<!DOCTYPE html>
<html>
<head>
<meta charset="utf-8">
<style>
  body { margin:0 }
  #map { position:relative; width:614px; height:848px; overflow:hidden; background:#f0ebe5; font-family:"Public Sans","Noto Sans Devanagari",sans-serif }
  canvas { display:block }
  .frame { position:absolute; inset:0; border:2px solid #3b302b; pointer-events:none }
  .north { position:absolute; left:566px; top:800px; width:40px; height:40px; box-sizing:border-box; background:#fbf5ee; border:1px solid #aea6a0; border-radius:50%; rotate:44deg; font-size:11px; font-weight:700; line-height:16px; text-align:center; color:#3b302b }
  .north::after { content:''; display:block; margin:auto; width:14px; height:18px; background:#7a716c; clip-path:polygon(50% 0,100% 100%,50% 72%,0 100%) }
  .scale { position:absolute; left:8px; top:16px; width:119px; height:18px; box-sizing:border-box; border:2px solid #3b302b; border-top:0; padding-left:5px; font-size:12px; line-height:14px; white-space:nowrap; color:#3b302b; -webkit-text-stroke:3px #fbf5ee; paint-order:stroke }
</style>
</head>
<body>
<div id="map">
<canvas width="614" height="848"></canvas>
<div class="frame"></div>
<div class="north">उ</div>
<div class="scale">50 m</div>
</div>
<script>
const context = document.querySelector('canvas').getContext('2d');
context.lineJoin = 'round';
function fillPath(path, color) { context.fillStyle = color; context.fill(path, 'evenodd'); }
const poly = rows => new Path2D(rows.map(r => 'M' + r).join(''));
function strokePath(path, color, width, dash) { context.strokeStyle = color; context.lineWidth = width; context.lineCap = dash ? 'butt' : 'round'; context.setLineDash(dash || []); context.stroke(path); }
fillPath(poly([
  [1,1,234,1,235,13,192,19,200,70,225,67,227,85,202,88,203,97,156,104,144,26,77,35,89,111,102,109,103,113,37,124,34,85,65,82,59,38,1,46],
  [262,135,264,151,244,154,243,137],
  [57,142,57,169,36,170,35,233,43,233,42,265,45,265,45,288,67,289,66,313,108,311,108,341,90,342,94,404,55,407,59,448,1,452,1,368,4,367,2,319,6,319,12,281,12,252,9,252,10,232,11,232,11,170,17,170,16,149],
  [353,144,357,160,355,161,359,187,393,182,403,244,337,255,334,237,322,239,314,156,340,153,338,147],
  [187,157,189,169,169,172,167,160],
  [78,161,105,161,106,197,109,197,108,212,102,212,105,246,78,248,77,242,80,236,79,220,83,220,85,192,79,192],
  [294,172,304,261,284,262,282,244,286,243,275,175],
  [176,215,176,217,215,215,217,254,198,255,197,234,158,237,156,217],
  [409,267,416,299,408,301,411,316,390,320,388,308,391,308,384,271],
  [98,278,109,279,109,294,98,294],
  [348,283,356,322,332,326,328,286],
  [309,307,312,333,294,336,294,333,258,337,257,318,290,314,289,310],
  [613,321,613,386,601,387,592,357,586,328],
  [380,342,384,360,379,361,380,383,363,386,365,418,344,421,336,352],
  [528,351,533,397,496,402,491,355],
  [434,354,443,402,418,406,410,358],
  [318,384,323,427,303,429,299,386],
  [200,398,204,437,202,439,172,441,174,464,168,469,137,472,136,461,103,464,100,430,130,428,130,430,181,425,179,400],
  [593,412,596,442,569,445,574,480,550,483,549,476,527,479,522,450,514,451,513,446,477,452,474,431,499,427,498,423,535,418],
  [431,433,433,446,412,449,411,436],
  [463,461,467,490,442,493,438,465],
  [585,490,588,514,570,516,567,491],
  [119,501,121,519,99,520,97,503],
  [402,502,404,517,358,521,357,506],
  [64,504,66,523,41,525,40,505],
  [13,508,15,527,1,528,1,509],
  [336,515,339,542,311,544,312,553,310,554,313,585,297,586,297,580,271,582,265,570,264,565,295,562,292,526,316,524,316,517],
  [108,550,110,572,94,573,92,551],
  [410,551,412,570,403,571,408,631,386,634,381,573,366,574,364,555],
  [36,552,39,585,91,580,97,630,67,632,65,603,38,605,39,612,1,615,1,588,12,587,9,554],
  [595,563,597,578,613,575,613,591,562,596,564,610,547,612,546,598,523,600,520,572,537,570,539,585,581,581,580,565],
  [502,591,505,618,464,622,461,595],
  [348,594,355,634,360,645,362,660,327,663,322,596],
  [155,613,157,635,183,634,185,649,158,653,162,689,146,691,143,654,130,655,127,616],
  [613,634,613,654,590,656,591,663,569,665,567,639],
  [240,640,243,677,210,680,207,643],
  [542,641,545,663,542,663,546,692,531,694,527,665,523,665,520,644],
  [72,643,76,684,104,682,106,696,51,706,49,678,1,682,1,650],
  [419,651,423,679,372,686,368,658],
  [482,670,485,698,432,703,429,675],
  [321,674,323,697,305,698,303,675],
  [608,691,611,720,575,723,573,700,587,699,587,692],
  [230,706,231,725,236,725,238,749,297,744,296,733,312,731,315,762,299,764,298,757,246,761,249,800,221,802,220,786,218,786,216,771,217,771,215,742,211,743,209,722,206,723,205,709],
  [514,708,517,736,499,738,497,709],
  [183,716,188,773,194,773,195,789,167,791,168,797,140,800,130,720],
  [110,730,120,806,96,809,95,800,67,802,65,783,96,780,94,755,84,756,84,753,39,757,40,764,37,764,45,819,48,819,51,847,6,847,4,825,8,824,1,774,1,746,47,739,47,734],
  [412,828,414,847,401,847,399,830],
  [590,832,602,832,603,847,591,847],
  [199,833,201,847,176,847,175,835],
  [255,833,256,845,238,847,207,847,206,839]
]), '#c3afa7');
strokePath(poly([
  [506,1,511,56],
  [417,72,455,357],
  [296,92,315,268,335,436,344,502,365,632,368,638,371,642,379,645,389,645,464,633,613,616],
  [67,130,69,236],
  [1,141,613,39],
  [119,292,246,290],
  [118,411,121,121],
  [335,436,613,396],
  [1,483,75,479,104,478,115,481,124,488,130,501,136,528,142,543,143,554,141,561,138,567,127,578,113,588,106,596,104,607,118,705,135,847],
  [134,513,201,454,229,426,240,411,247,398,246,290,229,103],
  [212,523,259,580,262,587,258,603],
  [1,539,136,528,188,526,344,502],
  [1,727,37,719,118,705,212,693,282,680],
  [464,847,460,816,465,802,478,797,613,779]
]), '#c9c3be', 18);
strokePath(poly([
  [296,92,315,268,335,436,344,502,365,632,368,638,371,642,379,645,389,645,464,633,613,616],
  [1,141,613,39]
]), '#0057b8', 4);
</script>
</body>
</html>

------------

**What is being asked:** Take the listing from its first line to the line containing "position:absolute; inset:0; border:2px". Reproduce those lines exactly and nothing else.

**Written answer:**
<!DOCTYPE html>
<html>
<head>
<meta charset="utf-8">
<style>
  body { margin:0 }
  #map { position:relative; width:614px; height:848px; overflow:hidden; background:#f0ebe5; font-family:"Public Sans","Noto Sans Devanagari",sans-serif }
  canvas { display:block }
  .frame { position:absolute; inset:0; border:2px solid #3b302b; pointer-events:none }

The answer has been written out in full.